- Exercise objective:
From the entries below, report how many lines contain the string "index". Give only that number.

- Material provided:
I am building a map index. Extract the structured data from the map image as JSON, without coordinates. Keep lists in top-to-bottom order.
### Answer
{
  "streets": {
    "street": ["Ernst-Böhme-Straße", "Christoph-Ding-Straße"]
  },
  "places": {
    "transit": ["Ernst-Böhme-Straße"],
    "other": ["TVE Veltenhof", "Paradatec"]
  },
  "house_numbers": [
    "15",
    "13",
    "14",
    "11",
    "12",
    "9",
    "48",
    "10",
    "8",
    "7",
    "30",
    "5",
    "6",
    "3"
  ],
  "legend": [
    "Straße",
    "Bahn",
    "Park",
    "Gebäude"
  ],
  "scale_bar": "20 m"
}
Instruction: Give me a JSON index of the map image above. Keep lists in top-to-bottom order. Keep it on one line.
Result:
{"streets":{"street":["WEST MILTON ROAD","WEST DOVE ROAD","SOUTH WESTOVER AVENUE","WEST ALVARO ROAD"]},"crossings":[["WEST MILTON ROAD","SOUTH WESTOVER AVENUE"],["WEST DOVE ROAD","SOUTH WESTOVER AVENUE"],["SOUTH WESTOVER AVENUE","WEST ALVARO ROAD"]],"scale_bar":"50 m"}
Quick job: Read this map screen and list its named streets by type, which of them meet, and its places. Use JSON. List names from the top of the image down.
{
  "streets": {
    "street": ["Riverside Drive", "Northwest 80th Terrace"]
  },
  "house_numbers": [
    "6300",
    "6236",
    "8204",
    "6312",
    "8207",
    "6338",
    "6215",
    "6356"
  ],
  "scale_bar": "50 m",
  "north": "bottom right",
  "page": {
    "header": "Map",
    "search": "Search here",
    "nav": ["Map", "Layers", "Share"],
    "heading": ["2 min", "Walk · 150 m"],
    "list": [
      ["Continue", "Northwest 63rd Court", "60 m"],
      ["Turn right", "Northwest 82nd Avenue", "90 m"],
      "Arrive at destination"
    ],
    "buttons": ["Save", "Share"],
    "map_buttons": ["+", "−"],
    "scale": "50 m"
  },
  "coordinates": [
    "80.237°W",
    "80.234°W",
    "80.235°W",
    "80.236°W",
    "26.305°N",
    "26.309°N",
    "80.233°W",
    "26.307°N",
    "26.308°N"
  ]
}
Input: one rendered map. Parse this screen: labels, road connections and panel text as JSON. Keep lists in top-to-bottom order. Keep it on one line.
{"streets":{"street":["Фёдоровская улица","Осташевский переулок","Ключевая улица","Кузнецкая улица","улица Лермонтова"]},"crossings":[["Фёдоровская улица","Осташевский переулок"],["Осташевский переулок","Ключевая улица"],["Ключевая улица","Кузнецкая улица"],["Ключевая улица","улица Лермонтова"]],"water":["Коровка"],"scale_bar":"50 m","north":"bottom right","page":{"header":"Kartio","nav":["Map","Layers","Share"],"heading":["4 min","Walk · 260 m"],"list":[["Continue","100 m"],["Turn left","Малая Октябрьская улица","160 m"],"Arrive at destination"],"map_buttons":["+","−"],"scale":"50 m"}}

- Answer section:
2